**TO DO:** In the data below, find each line that contains the word "canvas" and copy it.

(Collected data)
○ ○ ○

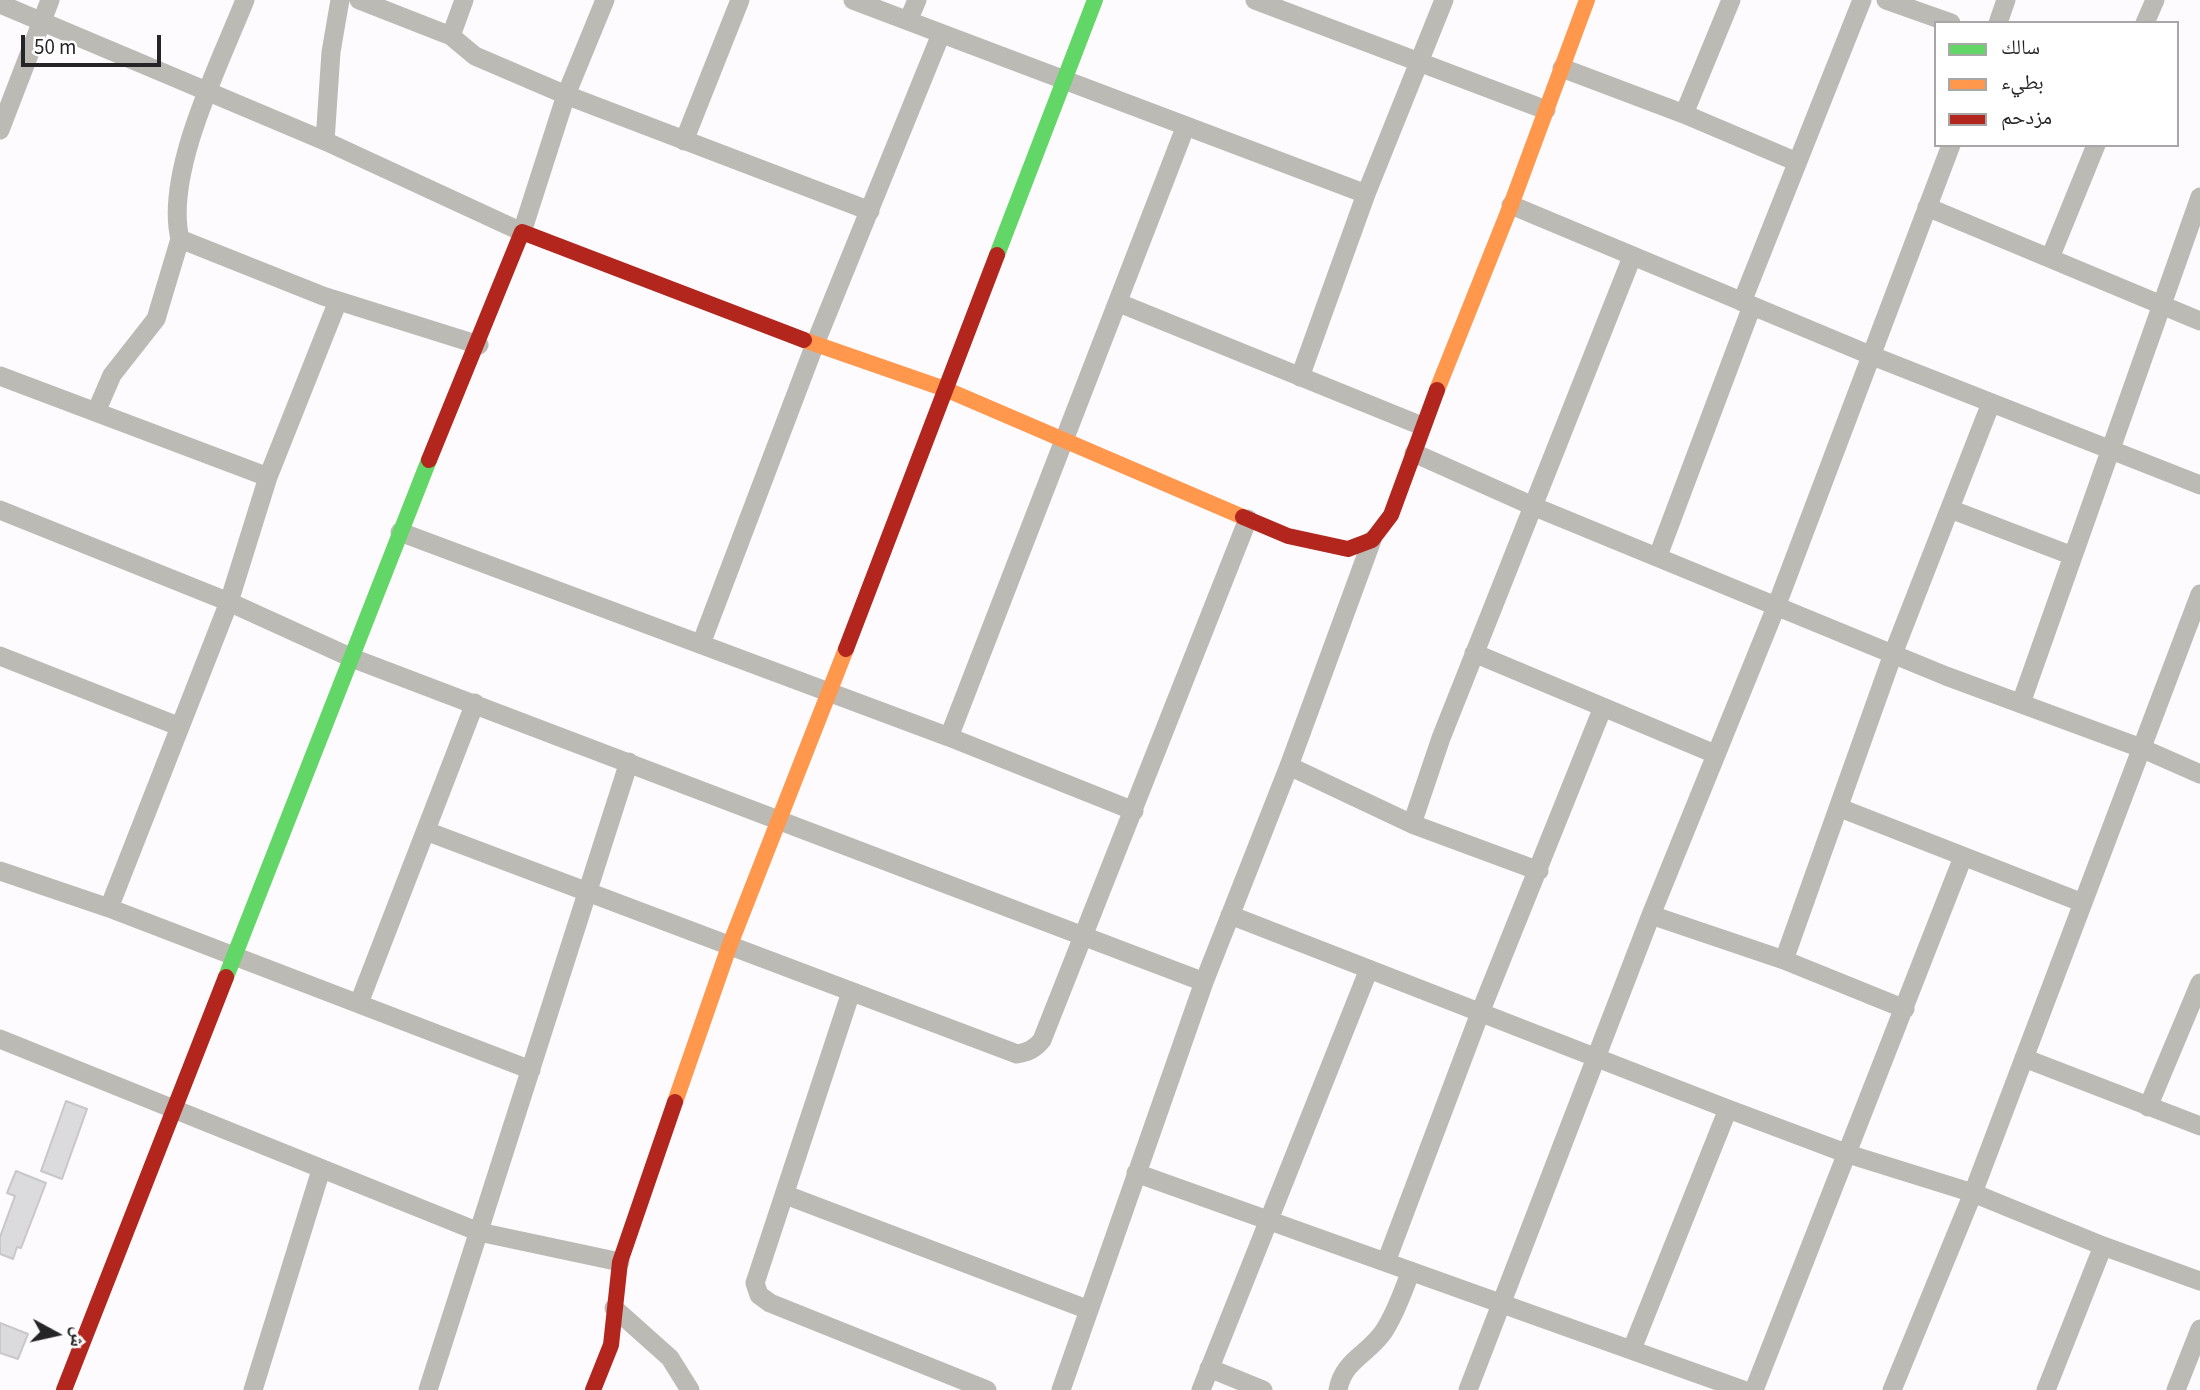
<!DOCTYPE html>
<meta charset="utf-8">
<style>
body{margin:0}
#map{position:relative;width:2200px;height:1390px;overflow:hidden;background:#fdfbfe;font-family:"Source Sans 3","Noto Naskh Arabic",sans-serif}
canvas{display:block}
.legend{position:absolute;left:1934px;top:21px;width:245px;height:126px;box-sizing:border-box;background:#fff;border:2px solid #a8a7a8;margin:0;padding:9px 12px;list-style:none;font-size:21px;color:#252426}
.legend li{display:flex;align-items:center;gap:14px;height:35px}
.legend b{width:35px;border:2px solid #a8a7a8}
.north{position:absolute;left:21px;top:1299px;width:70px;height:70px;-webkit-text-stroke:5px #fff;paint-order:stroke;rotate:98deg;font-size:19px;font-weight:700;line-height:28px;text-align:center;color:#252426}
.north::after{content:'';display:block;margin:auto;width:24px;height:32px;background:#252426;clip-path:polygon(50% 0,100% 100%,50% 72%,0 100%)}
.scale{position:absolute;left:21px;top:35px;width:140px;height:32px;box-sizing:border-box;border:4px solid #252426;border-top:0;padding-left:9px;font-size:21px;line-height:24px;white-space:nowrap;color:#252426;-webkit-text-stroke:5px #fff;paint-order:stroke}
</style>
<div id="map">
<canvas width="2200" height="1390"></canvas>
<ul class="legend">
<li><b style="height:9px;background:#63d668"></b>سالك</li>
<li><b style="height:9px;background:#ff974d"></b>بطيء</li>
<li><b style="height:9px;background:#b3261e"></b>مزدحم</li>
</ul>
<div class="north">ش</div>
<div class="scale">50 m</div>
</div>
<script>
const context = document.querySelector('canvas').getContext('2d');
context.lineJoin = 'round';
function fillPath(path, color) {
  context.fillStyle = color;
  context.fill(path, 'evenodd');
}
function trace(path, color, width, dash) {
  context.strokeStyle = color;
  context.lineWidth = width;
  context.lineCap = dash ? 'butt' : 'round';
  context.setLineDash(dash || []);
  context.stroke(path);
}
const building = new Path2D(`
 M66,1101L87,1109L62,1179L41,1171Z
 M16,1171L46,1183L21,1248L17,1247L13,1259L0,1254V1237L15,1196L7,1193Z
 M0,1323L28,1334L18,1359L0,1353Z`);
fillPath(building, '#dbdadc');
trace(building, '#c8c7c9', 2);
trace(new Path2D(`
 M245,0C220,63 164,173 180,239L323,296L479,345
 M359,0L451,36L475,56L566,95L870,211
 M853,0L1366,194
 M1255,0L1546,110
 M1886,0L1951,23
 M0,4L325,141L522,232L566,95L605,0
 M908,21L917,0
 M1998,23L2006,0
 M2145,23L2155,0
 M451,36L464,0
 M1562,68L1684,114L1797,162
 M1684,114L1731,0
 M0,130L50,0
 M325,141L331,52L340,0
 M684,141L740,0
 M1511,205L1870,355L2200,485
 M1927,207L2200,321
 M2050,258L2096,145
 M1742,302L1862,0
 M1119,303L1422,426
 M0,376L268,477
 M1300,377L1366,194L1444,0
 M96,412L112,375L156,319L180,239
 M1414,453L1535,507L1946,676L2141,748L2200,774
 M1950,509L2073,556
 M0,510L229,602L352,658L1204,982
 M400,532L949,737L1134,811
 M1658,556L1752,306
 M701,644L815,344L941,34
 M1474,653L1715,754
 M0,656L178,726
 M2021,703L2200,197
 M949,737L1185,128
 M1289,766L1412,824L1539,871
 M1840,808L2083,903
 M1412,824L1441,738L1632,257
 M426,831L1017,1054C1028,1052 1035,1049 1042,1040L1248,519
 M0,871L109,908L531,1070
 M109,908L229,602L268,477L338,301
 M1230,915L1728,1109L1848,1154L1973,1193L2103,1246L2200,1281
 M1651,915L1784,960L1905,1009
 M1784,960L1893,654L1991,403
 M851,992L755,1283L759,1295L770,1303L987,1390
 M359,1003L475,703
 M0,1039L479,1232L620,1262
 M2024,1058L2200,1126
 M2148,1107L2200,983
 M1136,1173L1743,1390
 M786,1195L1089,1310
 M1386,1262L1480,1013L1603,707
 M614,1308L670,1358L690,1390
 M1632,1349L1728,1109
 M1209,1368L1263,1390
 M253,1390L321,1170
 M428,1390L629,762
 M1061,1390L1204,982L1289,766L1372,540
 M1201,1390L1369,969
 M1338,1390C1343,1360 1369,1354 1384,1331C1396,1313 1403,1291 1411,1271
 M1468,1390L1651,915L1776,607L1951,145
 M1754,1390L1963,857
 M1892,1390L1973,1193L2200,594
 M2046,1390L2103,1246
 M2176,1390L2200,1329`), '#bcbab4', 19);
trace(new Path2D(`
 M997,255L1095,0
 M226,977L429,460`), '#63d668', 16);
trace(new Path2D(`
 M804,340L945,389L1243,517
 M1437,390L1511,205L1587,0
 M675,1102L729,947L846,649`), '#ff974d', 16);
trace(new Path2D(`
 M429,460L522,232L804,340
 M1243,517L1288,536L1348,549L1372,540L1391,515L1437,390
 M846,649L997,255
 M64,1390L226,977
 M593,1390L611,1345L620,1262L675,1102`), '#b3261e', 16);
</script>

○ ○ ○

**EXERCISE RESULT:**
canvas{display:block}
<canvas width="2200" height="1390"></canvas>
const context = document.querySelector('canvas').getContext('2d');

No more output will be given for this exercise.